Directions for this task:
If a line in the entries below holds the string "Södra", copy it.

Extracted data:
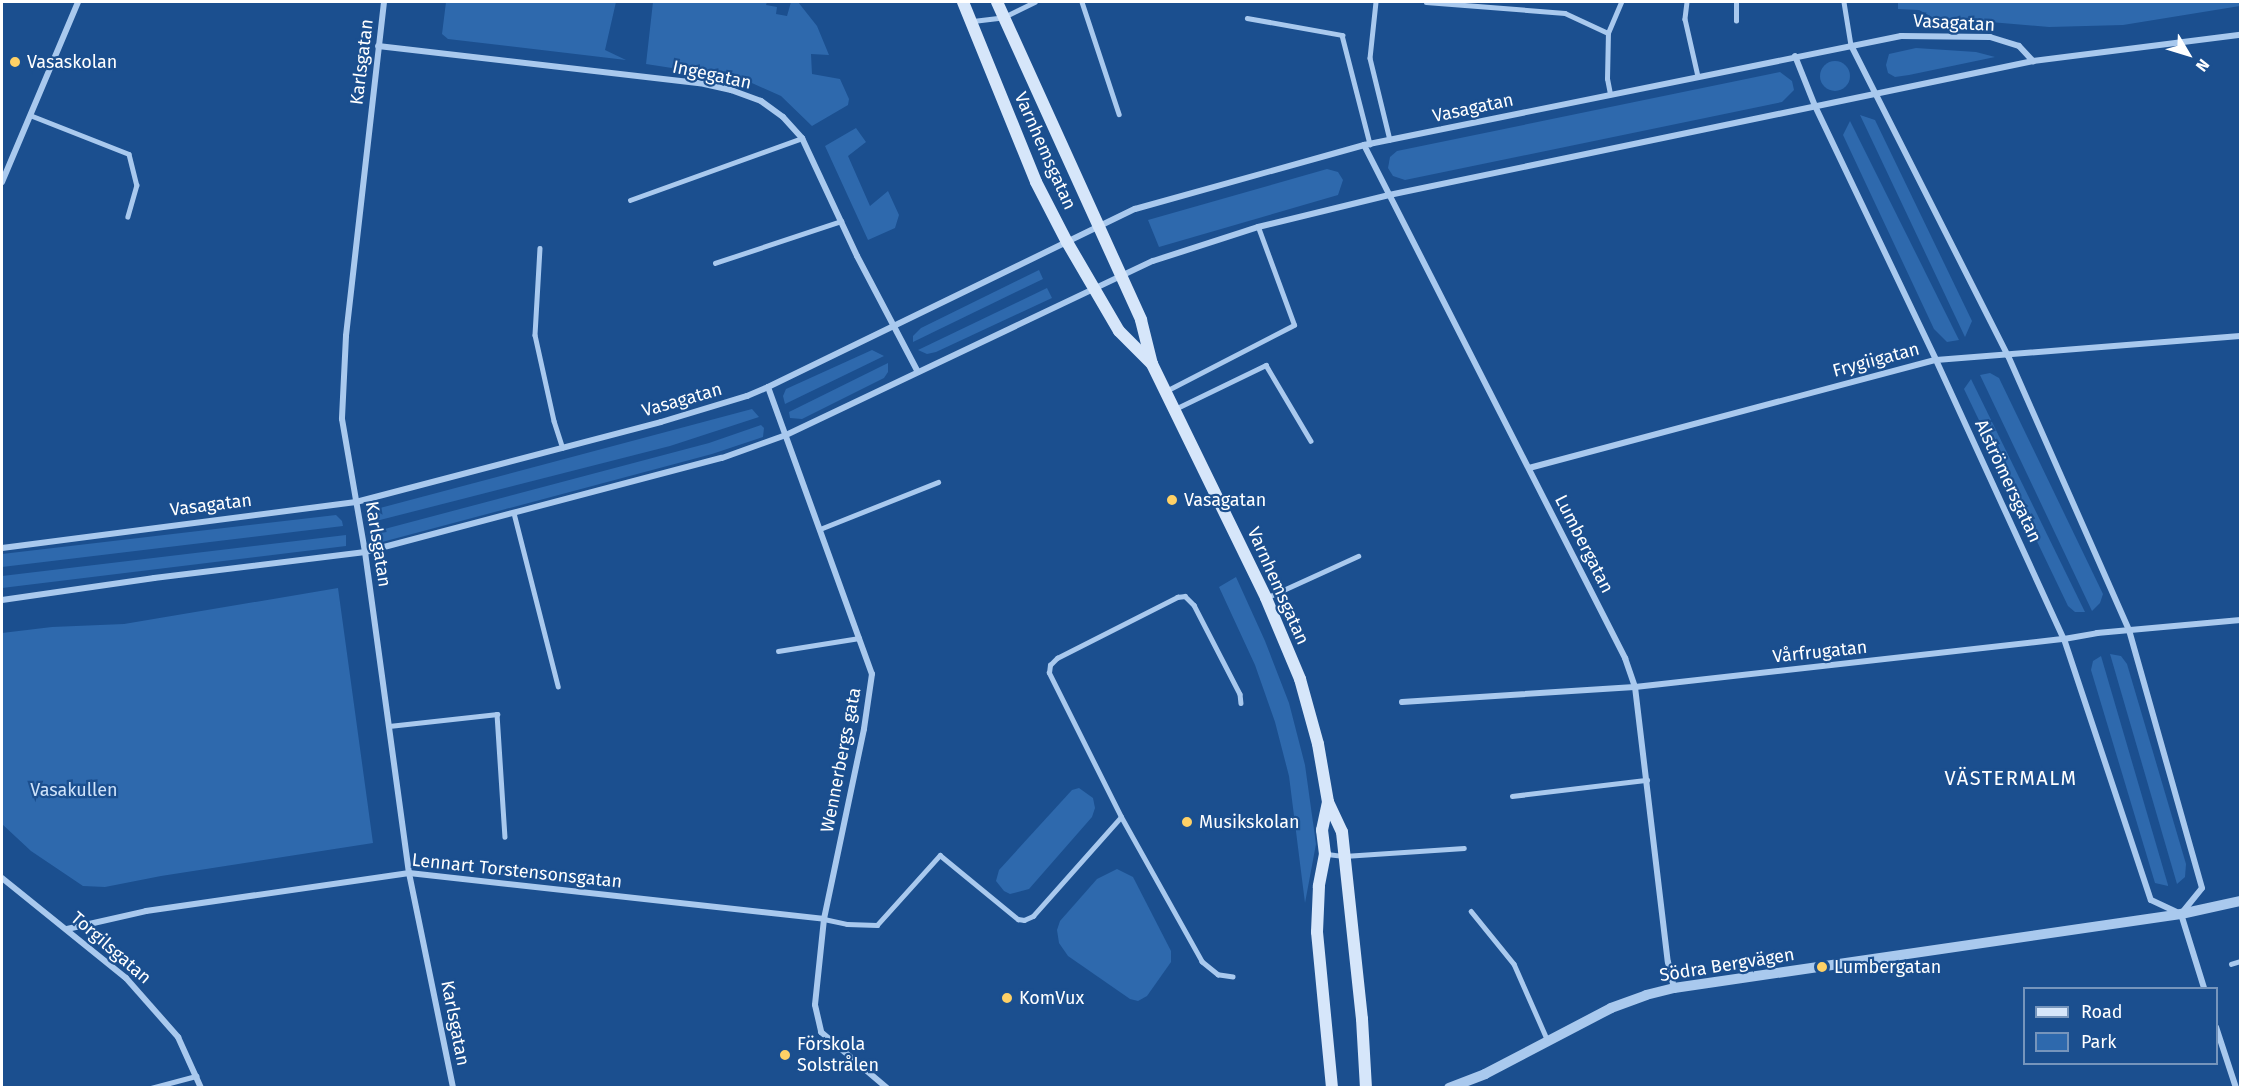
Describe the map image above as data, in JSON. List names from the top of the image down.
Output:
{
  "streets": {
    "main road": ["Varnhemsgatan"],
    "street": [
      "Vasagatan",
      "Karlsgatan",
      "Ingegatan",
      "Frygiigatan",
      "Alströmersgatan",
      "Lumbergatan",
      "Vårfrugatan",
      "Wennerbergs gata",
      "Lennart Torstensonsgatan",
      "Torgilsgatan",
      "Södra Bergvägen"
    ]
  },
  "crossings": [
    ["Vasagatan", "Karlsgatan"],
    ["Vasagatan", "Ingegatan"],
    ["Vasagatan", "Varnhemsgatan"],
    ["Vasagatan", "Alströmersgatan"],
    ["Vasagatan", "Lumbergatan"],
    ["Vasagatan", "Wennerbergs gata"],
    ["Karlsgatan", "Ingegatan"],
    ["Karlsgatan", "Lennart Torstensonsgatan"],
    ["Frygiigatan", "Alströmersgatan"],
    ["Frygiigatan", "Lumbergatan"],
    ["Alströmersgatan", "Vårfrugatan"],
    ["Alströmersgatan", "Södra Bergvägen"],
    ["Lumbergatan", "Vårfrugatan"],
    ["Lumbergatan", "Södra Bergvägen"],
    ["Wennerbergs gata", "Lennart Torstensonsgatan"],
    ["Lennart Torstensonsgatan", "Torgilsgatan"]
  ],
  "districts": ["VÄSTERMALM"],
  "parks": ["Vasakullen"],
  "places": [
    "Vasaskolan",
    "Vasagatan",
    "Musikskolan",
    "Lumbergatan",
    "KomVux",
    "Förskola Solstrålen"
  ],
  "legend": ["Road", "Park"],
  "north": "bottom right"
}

Your solution:
      "Södra Bergvägen"
    ["Alströmersgatan", "Södra Bergvägen"],
    ["Lumbergatan", "Södra Bergvägen"],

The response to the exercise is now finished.